Besides the forced evacuation of Japanese residents from the West
Coast of the U.S., we had the ugly sedition trials of Japanese Americans
named by the FBI and we had the conviction of “Tokyo Rose” for treason.
But, gradually, U.S. public opinion made a 180-degree turn. The Nisei
(those of Japanese descent actually born in the U.S.) were becoming the
dominant force in the Japanese-American community, assimilating into
American society in a way their parents never had. All in all, the
future of Japanese-Americans looked bright.

Now, half a century after the event, David Lowman has published a
brilliant book with the facts of the case. The title is “MAGIC” (Athena
Press) — the name given by the U.S. to all the secret cryptographic
Japanese code materials that Washington gathered, which was an enormous
amount: troop movements, ship sailings, Japanese espionage in the U.S.
Most of this is now being declassified for the first time.

Deep down, however, there was a resentment, and Americans felt a
sense of shame, particularly at two decisions of the U.S. Supreme Court,
in 1943 and 1944, that the deportation of Japanese from their homes on
the West Coast was necessary for military reasons. Launched with an
intensity and organizational skill unmatched by any earlier ethnic
group, this issue found its way to the U.S. Supreme Court, where, in
time, the Japanese eventually received financial compensation.

All in all, the outcome was a strange one, as our Naval Intelligence
intercepts proved with no doubt whatever that, during the war, the
Japanese had an extremely effective espionage network in the U.S. and
that the U.S. government had in its possession names and identification
of innumerable active Japanese agents. So as not to stir up race riots or
any such disturbances, the U.S. has never released the names of the
extraordinarily numerous Japanese agents in the U.S. The American
public consequently remains, to this day, ignorant of the massive
wartime Japanese intelligence operation in the United States.

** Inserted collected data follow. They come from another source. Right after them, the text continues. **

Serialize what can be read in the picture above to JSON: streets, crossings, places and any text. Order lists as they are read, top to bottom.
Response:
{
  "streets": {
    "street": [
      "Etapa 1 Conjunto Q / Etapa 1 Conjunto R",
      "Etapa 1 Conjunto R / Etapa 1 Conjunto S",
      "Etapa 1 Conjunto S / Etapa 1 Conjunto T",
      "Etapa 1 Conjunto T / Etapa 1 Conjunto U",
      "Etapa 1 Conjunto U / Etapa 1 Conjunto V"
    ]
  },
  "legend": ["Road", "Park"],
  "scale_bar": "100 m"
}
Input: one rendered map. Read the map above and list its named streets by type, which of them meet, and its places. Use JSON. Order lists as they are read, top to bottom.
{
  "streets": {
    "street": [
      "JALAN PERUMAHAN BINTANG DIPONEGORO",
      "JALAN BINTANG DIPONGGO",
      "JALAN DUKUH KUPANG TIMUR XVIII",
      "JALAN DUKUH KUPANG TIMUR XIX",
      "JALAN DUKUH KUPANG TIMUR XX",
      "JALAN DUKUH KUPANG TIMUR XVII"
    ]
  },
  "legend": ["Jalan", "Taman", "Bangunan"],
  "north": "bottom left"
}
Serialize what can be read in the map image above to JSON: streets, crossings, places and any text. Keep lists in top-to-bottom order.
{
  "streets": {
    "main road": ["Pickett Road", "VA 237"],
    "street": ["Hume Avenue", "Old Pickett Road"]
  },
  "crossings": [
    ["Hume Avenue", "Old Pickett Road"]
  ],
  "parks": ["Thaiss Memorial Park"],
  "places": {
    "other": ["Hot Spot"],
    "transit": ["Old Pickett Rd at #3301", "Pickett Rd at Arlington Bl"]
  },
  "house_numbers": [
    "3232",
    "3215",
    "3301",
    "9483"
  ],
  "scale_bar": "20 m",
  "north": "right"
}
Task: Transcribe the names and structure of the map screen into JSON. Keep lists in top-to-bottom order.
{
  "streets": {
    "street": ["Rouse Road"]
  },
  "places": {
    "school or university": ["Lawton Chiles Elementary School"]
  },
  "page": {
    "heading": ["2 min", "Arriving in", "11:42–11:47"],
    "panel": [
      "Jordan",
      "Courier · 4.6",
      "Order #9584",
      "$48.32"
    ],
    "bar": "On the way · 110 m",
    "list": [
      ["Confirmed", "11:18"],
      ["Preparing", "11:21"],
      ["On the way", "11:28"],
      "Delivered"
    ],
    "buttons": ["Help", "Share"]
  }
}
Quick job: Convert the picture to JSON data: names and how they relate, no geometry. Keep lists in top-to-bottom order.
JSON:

Among the people hired to do research on the episode, 40 percent had
Japanese names — and many were militant civil rights activists who had
strongly spoken out in support of the Japanese and in favor of
reparations. These people were generally added to the hearings staff as
advisers. On the other hand, at the hearings, no reference whatever is
made of such works as John Costello’s excellent “The Pacific War.” “The
rising current of fear on the West Coast, and the evidence from the
MAGIC intercepts the previous year of espionage organizations” had been
key factors in ordering Japanese out of the West Coast. “MAGIC” was the
secret code word for top-secret American intercepts of Japanese military
communications. There are other books, studies and documents that could
have been consulted for the hearings. But they were not. Never.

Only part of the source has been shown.